Reproduce the entries. Match every word.

--------------------------------------------------

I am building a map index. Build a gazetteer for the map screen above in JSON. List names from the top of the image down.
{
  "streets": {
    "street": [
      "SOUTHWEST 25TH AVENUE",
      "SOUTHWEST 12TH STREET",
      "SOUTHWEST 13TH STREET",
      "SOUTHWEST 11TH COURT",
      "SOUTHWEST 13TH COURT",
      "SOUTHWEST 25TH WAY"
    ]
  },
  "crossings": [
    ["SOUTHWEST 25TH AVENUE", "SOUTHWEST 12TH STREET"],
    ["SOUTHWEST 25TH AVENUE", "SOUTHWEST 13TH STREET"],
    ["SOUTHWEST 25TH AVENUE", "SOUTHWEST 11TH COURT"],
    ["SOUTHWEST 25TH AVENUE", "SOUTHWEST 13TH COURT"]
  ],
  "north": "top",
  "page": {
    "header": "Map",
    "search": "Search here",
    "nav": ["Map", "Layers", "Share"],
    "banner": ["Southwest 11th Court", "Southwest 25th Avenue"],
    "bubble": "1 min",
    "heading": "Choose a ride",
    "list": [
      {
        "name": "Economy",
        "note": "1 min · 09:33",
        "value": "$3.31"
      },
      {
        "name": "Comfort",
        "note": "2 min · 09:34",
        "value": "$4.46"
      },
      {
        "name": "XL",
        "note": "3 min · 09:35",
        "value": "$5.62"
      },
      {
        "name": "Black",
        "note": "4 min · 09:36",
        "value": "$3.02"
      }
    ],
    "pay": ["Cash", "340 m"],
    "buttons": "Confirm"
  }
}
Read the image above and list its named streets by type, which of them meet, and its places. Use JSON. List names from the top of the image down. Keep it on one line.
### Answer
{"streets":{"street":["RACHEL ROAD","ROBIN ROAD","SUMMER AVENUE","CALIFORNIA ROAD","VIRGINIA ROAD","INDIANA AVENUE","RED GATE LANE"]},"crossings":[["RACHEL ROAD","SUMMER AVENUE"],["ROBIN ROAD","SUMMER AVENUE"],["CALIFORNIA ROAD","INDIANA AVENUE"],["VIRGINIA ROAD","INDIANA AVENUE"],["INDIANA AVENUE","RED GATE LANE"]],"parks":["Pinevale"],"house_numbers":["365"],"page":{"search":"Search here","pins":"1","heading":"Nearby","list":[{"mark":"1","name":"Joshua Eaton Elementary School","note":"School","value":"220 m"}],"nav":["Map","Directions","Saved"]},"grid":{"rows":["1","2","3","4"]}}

--------------------------------------------------

**RESULT OF THE TASK**
I am building a map index. Build a gazetteer for the map screen above in JSON. List names from the top of the image down.
{
  "streets": {
    "street": [
      "SOUTHWEST 25TH AVENUE",
      "SOUTHWEST 12TH STREET",
      "SOUTHWEST 13TH STREET",
      "SOUTHWEST 11TH COURT",
      "SOUTHWEST 13TH COURT",
      "SOUTHWEST 25TH WAY"
    ]
  },
  "crossings": [
    ["SOUTHWEST 25TH AVENUE", "SOUTHWEST 12TH STREET"],
    ["SOUTHWEST 25TH AVENUE", "SOUTHWEST 13TH STREET"],
    ["SOUTHWEST 25TH AVENUE", "SOUTHWEST 11TH COURT"],
    ["SOUTHWEST 25TH AVENUE", "SOUTHWEST 13TH COURT"]
  ],
  "north": "top",
  "page": {
    "header": "Map",
    "search": "Search here",
    "nav": ["Map", "Layers", "Share"],
    "banner": ["Southwest 11th Court", "Southwest 25th Avenue"],
    "bubble": "1 min",
    "heading": "Choose a ride",
    "list": [
      {
        "name": "Economy",
        "note": "1 min · 09:33",
        "value": "$3.31"
      },
      {
        "name": "Comfort",
        "note": "2 min · 09:34",
        "value": "$4.46"
      },
      {
        "name": "XL",
        "note": "3 min · 09:35",
        "value": "$5.62"
      },
      {
        "name": "Black",
        "note": "4 min · 09:36",
        "value": "$3.02"
      }
    ],
    "pay": ["Cash", "340 m"],
    "buttons": "Confirm"
  }
}
Read the image above and list its named streets by type, which of them meet, and its places. Use JSON. List names from the top of the image down. Keep it on one line.
### Answer
{"streets":{"street":["RACHEL ROAD","ROBIN ROAD","SUMMER AVENUE","CALIFORNIA ROAD","VIRGINIA ROAD","INDIANA AVENUE","RED GATE LANE"]},"crossings":[["RACHEL ROAD","SUMMER AVENUE"],["ROBIN ROAD","SUMMER AVENUE"],["CALIFORNIA ROAD","INDIANA AVENUE"],["VIRGINIA ROAD","INDIANA AVENUE"],["INDIANA AVENUE","RED GATE LANE"]],"parks":["Pinevale"],"house_numbers":["365"],"page":{"search":"Search here","pins":"1","heading":"Nearby","list":[{"mark":"1","name":"Joshua Eaton Elementary School","note":"School","value":"220 m"}],"nav":["Map","Directions","Saved"]},"grid":{"rows":["1","2","3","4"]}}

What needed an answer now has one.